At UCSC. The precomputed MPC score table was downloaded from the gnomAD Broad public bucket at gs://gcp-public-data--gnomad/papers/2026-rmc/gnomad_v4.1.1_mpc.tsv.bgz, companion to the Hail-table release gnomad_v4.1.1_mpc.ht in the same directory. The input TSV contains one row per (locus, alleles, transcript) combination, for 70M rows. Two Python scripts in src/hg/makeDb/scripts/gnomadMpc convert to bigWig/bigBed formats. Build commands are documented in the hg38/gnomadMpc.txt makeDoc file.
The raw data can be explored interactively with the Table Browser or the Data Integrator. For automated access, this track is available via our API. The underlying bigWig and bigBed files are at our download server as a.bw, c.bw, g.bw, t.bw, and mpcOverlaps.bb. Individual positions or whole chromosomes can be extracted with bigWigToBedGraph / bigWigToWig (for the bigWigs) or bigBedToBed (for the bigBed), for example:
bigWigToBedGraph -chrom=chr1 -start=100000 -end=100500 \
http://hgdownload.soe.ucsc.edu/gbdb/hg38/gnomAD/mpc/a.bw stdout
The original MPC table and the accompanying missense constraint regions can be downloaded from the gnomAD downloads page.

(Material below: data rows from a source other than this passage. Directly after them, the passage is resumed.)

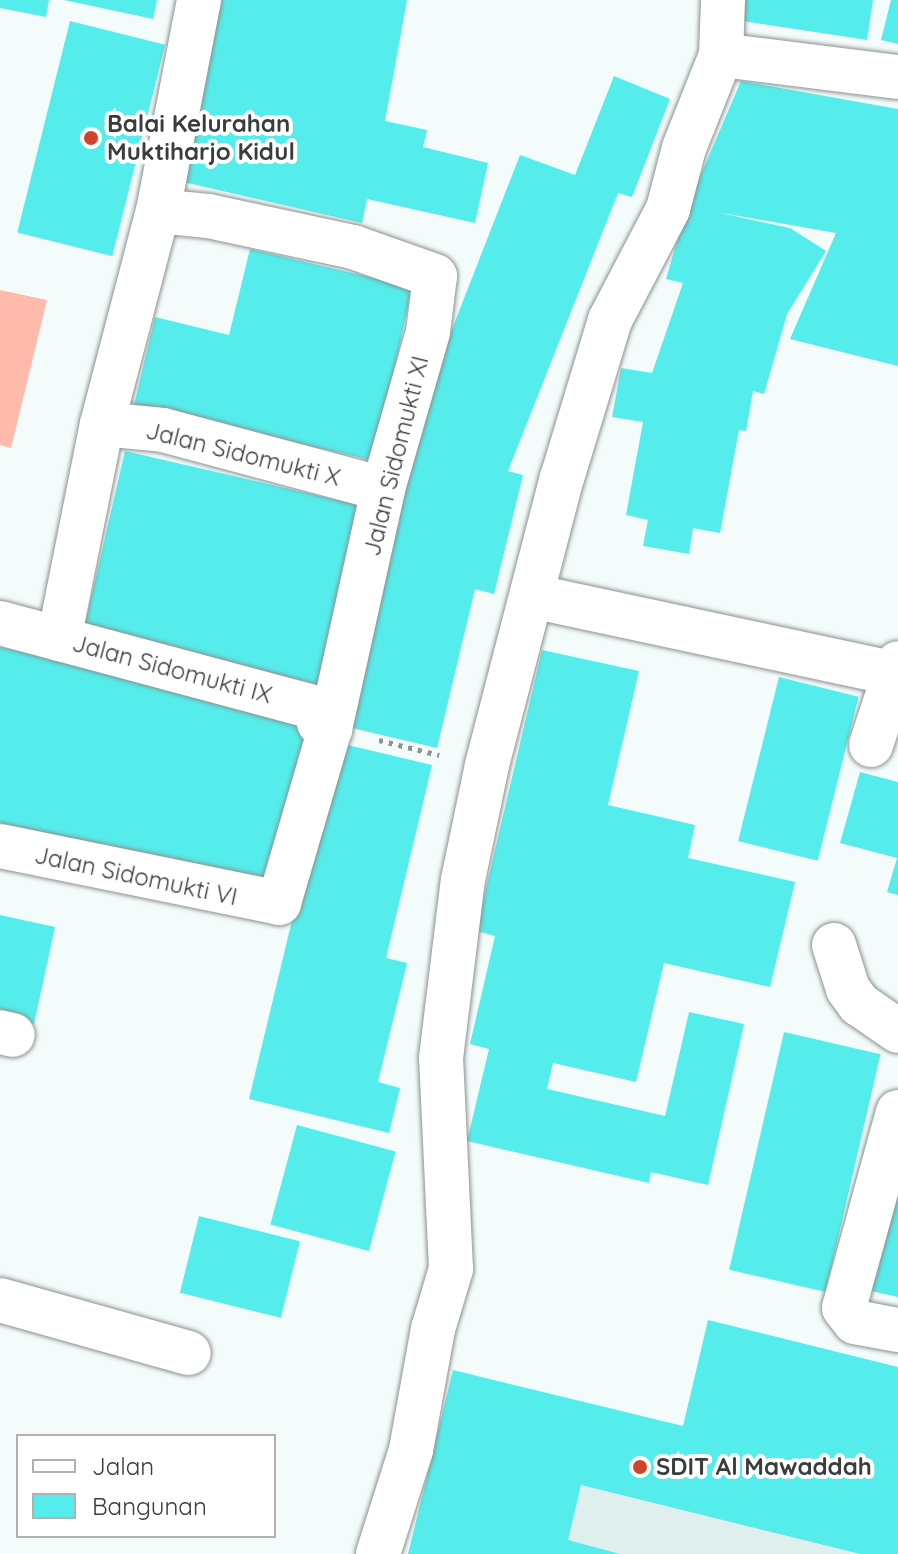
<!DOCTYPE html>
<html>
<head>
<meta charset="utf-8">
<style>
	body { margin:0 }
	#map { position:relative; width:898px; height:1554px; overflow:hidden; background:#f4fbfb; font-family:Quicksand,sans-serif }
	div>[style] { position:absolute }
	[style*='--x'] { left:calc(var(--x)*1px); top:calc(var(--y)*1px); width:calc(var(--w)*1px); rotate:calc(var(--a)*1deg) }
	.built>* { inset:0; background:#dfefee }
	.green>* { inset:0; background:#febbab }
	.building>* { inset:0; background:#55edeb; transform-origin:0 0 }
	.path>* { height:5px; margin-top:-2.5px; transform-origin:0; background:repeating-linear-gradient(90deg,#8e9392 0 4px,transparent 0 10px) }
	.roads { filter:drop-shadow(0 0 2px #8a9191) drop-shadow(0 0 2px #8a9191) }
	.minor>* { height:44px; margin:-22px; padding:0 22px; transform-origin:22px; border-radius:22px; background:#fff }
	.dots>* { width:22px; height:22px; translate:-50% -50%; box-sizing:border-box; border:4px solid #fff; border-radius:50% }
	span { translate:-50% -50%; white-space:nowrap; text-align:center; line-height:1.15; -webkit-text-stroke:8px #fff; paint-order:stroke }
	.poi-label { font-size:24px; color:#3a3d3c; font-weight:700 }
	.left { translate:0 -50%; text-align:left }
	.street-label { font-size:24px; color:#3a3d3c }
	.legend { position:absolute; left:16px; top:1434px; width:260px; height:104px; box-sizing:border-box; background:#fff; border:2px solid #b0b1b1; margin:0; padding:10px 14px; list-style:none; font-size:24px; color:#3a3d3c }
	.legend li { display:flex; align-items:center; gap:16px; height:40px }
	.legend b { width:40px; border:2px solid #b0b1b1 }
</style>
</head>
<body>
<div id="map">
	<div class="built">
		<i style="clip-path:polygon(434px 1450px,898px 1554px,408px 1554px)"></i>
	</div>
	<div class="green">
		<i style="clip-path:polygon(0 290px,47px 300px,11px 448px,0 445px)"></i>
	</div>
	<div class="building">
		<i style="clip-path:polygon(0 0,49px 0,46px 17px,0 8px)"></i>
		<i style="clip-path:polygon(64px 0,157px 0,153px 19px)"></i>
		<i style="clip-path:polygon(222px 0,407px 0,385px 121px,427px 130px,423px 147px,488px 163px,475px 223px,367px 199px,362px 223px,179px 181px)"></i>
		<i style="clip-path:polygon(745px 0,873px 0,867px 40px,742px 21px)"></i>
		<i style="clip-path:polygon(891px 0,898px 0,898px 44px,881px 40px)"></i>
		<i style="left:70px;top:21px;width:98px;height:218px;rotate:14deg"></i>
		<i style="clip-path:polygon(614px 76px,670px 99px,632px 197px,618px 193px,508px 471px,523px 475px,494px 594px,475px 589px,437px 748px,339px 725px,406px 447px,520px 155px,575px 175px)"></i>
		<i style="clip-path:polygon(741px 81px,898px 109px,898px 366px,790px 339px,836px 233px,716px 212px,790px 228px,826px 251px,787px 314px,764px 394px,753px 391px,746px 431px,739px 430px,720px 533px,693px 528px,689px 554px,643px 546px,648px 520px,626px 515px,643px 422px,612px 417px,621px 368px,652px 373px,683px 283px,666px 279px,687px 207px)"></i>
		<i style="clip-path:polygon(250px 249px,412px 287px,375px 461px,134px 405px,155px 317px,229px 335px)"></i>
		<i style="left:125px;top:451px;width:244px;height:184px;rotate:13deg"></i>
		<i style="left:0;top:647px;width:318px;height:191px;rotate:13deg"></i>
		<i style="clip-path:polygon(542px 650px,639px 671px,608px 805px,695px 825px,688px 858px,795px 882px,770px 987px,664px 963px,636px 1082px,553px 1063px,547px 1089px,665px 1116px,689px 1012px,744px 1024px,708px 1185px,651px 1172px,649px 1183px,467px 1141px,489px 1049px,470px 1044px,495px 936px,476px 931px)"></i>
		<i style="left:779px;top:677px;width:82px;height:169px;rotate:14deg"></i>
		<i style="clip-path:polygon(335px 742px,432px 765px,386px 958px,407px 963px,378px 1082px,400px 1088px,389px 1133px,249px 1099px)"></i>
		<i style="clip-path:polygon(860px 772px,898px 782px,898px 895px,887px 892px,897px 858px,840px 843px)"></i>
		<i style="clip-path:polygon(0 915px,55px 927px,34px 1024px,0 1017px)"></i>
		<i style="left:784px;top:1032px;width:99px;height:244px;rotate:13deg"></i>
		<i style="left:297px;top:1125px;width:102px;height:103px;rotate:15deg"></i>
		<i style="clip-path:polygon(898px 1179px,898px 1297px,871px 1291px)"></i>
		<i style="left:199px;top:1216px;width:104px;height:79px;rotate:14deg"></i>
		<i style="clip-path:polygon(708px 1320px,898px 1367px,898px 1554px,860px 1554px,581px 1485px,568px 1540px,620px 1554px,408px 1554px,453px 1370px,683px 1426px)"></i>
	</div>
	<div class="path">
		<i style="--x:379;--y:740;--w:62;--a:14"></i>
	</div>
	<div class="roads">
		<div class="minor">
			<i style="--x:721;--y:55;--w:178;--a:7.1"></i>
			<i style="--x:102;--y:424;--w:61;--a:5.6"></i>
			<i style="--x:163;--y:430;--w:228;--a:15"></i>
			<i style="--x:532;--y:596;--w:372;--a:12.1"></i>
			<i style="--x:0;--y:623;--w:328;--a:15"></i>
			<i style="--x:317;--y:708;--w:15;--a:82"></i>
			<i style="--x:319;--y:723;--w:13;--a:29"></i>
			<i style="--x:59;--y:639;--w:219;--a:-78.7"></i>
			<i style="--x:102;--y:424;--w:220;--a:-75.3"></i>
			<i style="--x:158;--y:211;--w:215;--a:-79"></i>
			<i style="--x:871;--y:745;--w:86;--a:-71.8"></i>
			<i style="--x:0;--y:846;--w:285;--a:11.5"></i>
			<i style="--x:279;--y:903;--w:181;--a:-73.7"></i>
			<i style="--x:330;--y:729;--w:246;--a:-77.5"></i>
			<i style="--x:383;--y:489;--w:163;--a:-74"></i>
			<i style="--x:428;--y:332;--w:56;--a:-82.9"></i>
			<i style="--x:435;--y:276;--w:87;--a:-160.5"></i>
			<i style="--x:353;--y:247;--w:148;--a:-167.9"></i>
			<i style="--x:208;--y:216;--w:50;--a:-174.3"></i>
			<i style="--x:834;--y:945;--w:46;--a:72.3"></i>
			<i style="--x:848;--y:989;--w:19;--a:54"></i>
			<i style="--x:859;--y:1004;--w:47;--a:34.7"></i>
			<i style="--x:0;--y:1032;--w:13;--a:13"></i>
			<i style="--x:898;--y:1112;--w:203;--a:105.4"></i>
			<i style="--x:844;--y:1308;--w:18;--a:52"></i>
			<i style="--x:855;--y:1322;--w:44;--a:10.5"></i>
			<i style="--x:0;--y:1300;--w:196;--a:15.7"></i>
			<i style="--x:378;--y:1554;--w:109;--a:-72.4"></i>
			<i style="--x:411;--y:1450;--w:123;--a:-79.7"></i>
			<i style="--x:433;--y:1329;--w:63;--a:-73.3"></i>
			<i style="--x:451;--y:1269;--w:211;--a:-92.7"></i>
			<i style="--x:441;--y:1058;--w:179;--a:-83"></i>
			<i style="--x:463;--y:880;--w:117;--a:-78.2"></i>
			<i style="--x:487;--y:765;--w:297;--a:-75.4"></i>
			<i style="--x:562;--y:478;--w:165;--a:-73.1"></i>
			<i style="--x:610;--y:320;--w:125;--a:-62.4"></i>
			<i style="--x:668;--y:209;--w:63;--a:-75.3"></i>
			<i style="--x:684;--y:148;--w:100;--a:-68.3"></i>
			<i style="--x:721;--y:55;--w:55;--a:-87.9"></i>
		</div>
	</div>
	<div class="dots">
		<i style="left:91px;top:138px;background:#cf4428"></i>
		<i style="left:640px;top:1467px;background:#cf4428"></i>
	</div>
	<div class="poi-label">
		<span class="left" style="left:107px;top:138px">Balai Kelurahan<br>Muktiharjo Kidul</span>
		<span class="left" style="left:656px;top:1467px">SDIT Al Mawaddah</span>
	</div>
	<div class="street-label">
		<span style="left:243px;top:454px;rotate:14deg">Jalan Sidomukti X</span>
		<span style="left:396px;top:456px;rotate:-76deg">Jalan Sidomukti XI</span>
		<span style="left:172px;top:669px;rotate:15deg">Jalan Sidomukti IX</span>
		<span style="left:136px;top:876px;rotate:12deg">Jalan Sidomukti VI</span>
	</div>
	<ul class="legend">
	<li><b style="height:10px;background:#fff"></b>Jalan</li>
	<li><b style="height:22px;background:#55edeb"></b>Bangunan</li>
	</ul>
</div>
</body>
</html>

Thanks to the gnomAD production team and the Samocha and MacArthur laboratories for generating and releasing the MPC scores.
Wang L, Chao KR, Panchal R, Liao C, Abderrazzaq H, Ye R, Schultz P, Compitello J, Grant RH, Kosmicki JA, Weisburd B, Phu W, Wilson MW, Laricchia KM, Goodrich JK, Goldstein D, Goldstein JI, Vittal C, Poterba T, Baxter S, Watts NA, Solomonson M, gnomAD consortium, Tiao G, Rehm HL, Neale BM, Talkowski ME, MacArthur DG, O'Donnell-Luria A, Karczewski KJ, Radivojac P, Daly MJ, Samocha KE. The landscape of regional missense mutational intolerance quantified from 730,947 exomes. bioRxiv April 23, 2026; doi: 10.1101/2024.04.11.588920.